今回一番良かったと思うのは、プリンセスとメアリーの関係を受けてアンジェとプリンセスが自室で話す場面で、アンジェが「昔の私にもプリンセスのようなお姉さんがいたら」という言葉に対してプリンセスが「私は良いお姉さんじゃない」と返したところだった。(正確な台詞は曖昧なので大雑把な言い方として。このやりとり自体がただの思い込みだったらごめん)
実際、孤独だったアンジェ(当時のシャーロット)は外から来たプリンセス(当時のアンジェ)に10年前に出会っていて、それは2章の物語でプリンセスがメアリーの助けになろうとしているのと同じような構図である。
一方、プリンセスが目指す目標である彼女自身が女王となるということのためには、より継承順位の高いメアリーを何らかのかたちで排除せねばならず、それはプリンセスがアンジェに負っている「本来自分のものではないプリンセスという立場に自分がいる」という認識にも通じていて、だからこそ「良いお姉さんじゃない」という発言につながったのかなーと。

冒頭、共和国によるケイバーライト爆弾実験に使われた戦艦は前ドレッドノート級のような外観(主砲塔が前後の2つのみの鋼鉄装甲、前ド級であたる三笠が典型)に見えた。
もしあの船が前ド級戦艦なら、プリンセス・プリンシパルの時代設定はビクトリア期後期・19世紀末なので、前ド級戦艦を(普通は更新され退役した艦が最後の役割になる)標的艦にするのはやや時代が違う気がする。(我々の知る歴史では)前ド級の三笠が1900年に進水、ドレッドノートの進水が1906年なのだが、そこはケイバーライトの発見で工業・軍事が加速していると言うことだろうか。
あるいはもっと単純に、ケイバーライトによる空中戦艦の登場で、海上を航行する戦艦はすべて時代遅れになったと言うことかもしれない。

新大陸から帰国したリチャード王子は、新大陸駐留の軍を使って反乱を収めたとも語られていた。ただ、プリンセス・プリンシパルの世界での新大陸がどのようになっているかは語られていない(はず)で、もし我々の知る歴史と同じならアメリカは独立国家であり、カナダの自治領も19世紀後半には成立していて、新大陸の主な海外領土としては西インド諸島がある。
このリチャードが総督として活躍した新大陸というのが西インド諸島なのか、あるいは北米や南米の領域なのかはわからないが、我々の知る歴史でも当時の西インド諸島では度々反乱が起きていたことや、1章でビショップを2章でエドワードを殺した褐色の肌の暗殺者を引き込んだのはリチャードではないかという憶測ともあわせて、西インド諸島はそれらしい気がする。(あの暗殺者の裏にはリチャードがいて、2章のリチャード銃撃事件は自作自演である、と思っている)

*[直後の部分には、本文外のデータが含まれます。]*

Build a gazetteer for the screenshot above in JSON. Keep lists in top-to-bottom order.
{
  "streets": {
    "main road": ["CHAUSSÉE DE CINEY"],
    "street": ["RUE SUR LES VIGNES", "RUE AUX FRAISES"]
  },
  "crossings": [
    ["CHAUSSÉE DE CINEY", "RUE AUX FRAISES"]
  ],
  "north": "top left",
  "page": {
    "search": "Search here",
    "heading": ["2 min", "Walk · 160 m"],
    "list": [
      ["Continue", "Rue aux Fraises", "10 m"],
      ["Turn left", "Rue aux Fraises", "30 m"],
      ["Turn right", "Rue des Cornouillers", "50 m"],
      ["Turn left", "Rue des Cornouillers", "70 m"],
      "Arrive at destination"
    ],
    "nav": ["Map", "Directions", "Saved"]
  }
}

ただ、王位継承順位3位のリチャードを遇するのに西インド諸島の総督というのは軽い気もして、リチャードの支配下にある新大陸軍の軍事力が王国全体の中でも大きなものであるという事も含めると、アルビオン王国は新大陸のより広い範囲を海外領土としていて、そこの総督がリチャードなのかもしれない。

歴史がらみの妄想は、我々の知る歴史とプリンセス・プリンシパル世界での歴史がどこで分離したのかが解るともうちょっと捗るかなあ。(何かの資料に載ってる?)

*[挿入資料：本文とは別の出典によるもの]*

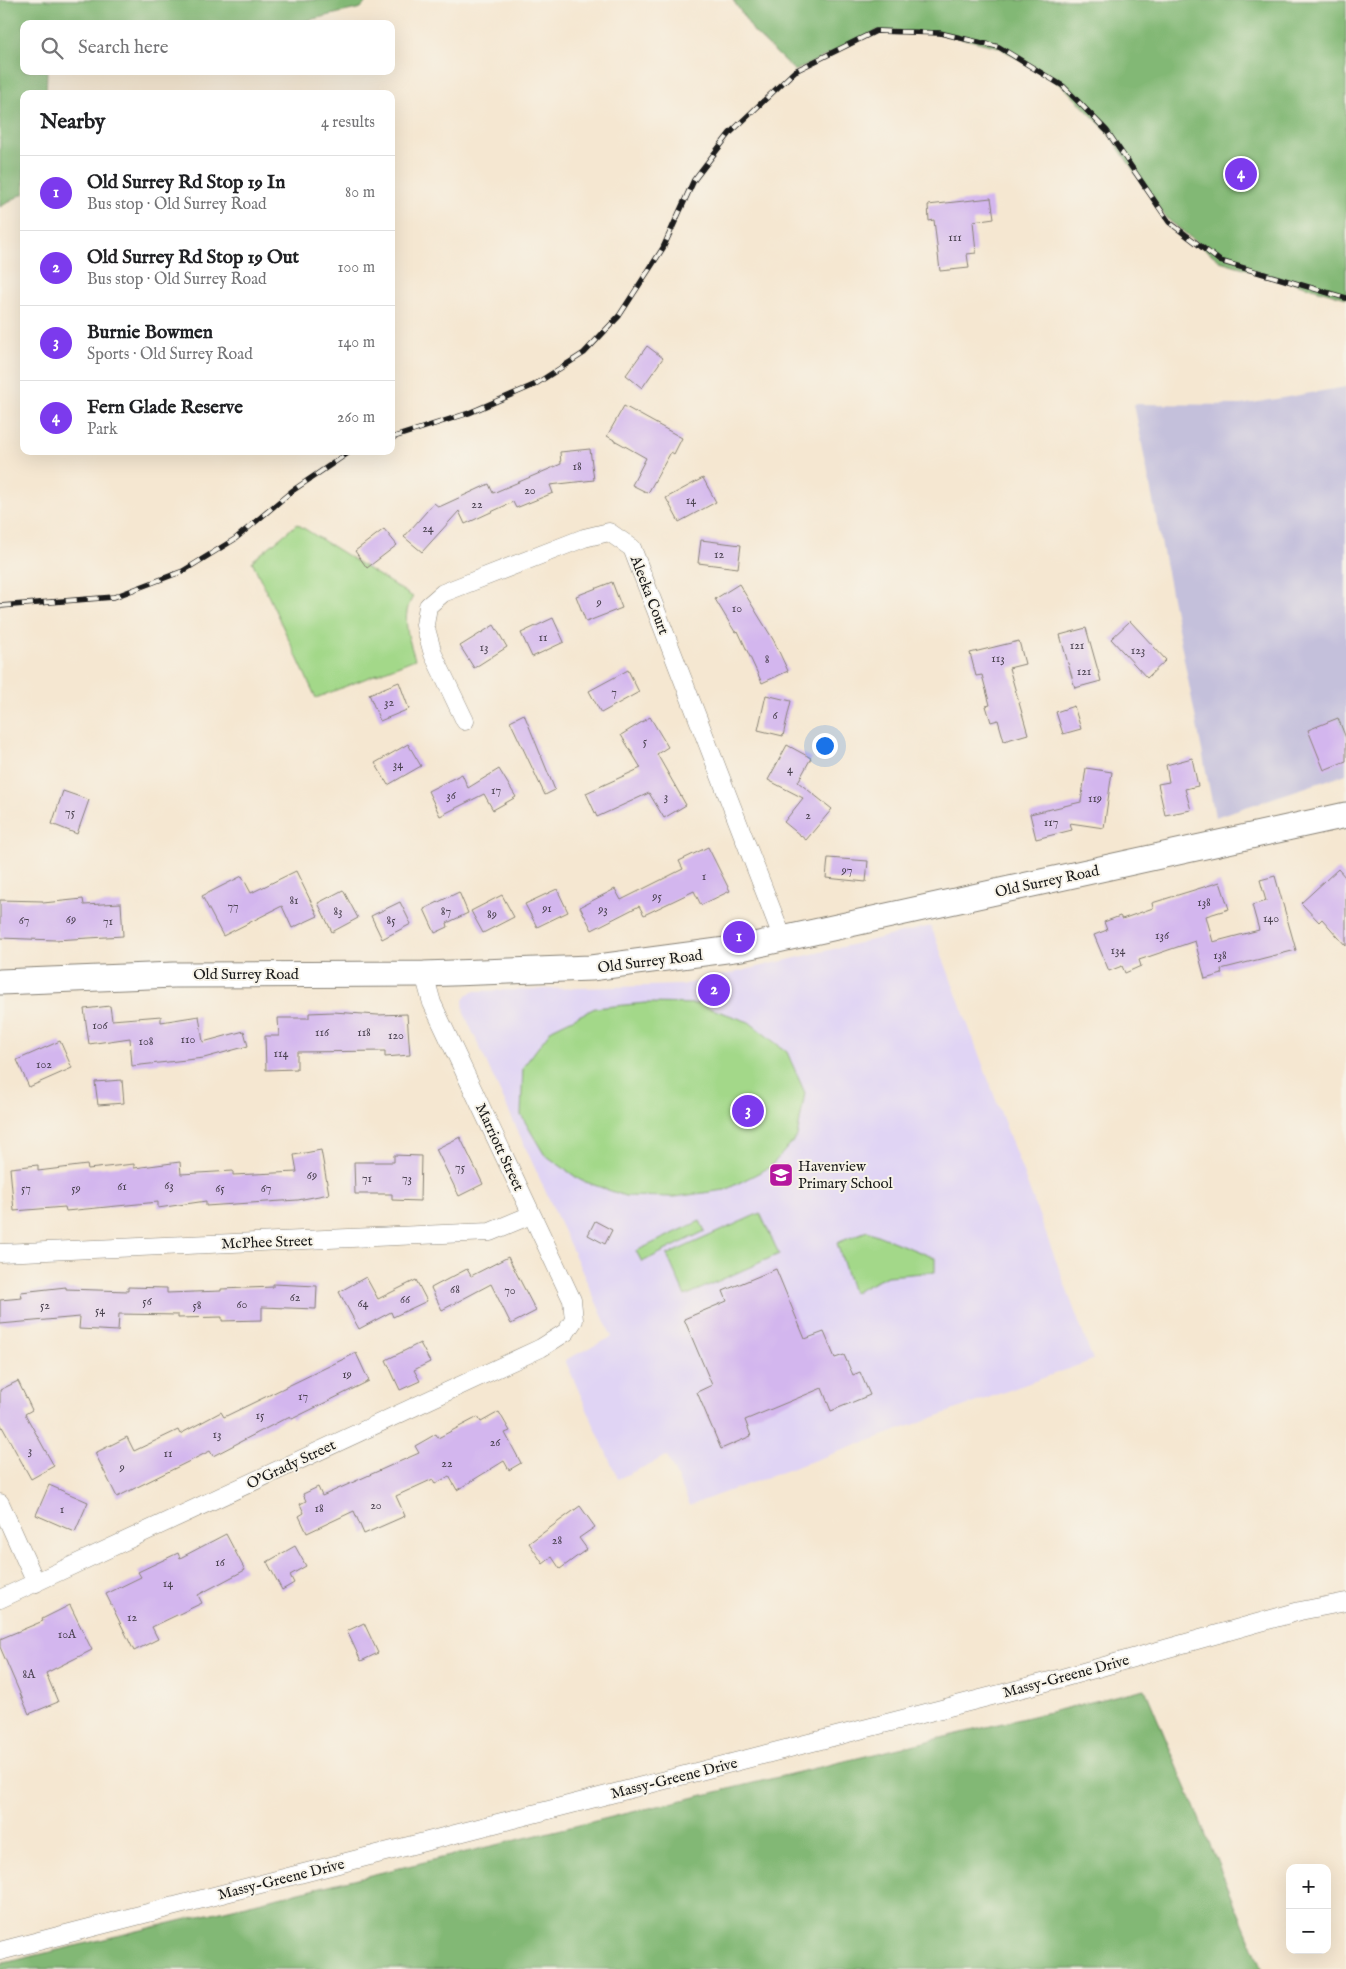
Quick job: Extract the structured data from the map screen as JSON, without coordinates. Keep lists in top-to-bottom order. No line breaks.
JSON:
{"streets":{"main road":["Old Surrey Road"],"street":["Aleeka Court","Marriott Street","McPhee Street","O'Grady Street","Massy-Greene Drive"]},"crossings":[["Aleeka Court","Old Surrey Road"],["Old Surrey Road","Marriott Street"],["Marriott Street","McPhee Street"],["Marriott Street","O'Grady Street"]],"places":{"school or university":["Havenview Primary School"]},"house_numbers":["111","18","20","14","22","24","12","9","10","11","121","13","123","113","8","121","7","32","6","5","34","4","17","36","3","119","75","2","117","97","1","95","81","138","77","91","93","83","87","89","140","69","67","85","71","136","134","138","106","116","118","120","110","108","114","102","75","69","71","73","63","61","57","59","65","67","68","70","62","66","56","64","60","52","58","54","19","17","15","13","26","3","11","22","9","20","18","1","28","16","14","12","10A","8A"],"page":{"search":"Search here","heading":["Nearby","4 results"],"list":[{"mark":"1","name":"Old Surrey Rd Stop 19 In","note":"Bus stop · Old Surrey Road","value":"80 m"},{"mark":"2","name":"Old Surrey Rd Stop 19 Out","note":"Bus stop · Old Surrey Road","value":"100 m"},{"mark":"3","name":"Burnie Bowmen","note":"Sports · Old Surrey Road","value":"140 m"},{"mark":"4","name":"Fern Glade Reserve","note":"Park","value":"260 m"}],"pins":["4","1","2","3"],"map_buttons":["+","−"]}}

プリンセス・プリンシパル世界のアルビオン王国は大陸領土を保有しているようなので、これが百年戦争が我々の知る結末とは異なったことによるのか、あるいはケイバーライトによる覇権によって一度失った大陸領土を回復したのか、とかが気になったりする。アルビオンが大陸領土を維持し続けたのであれば、そこに成立する勢力の歴史にも影響するから、例えば我々の知るヌーベルフランスが空白になって代わりにアルビオンの海外領土が成立するとかもありそうな話になる。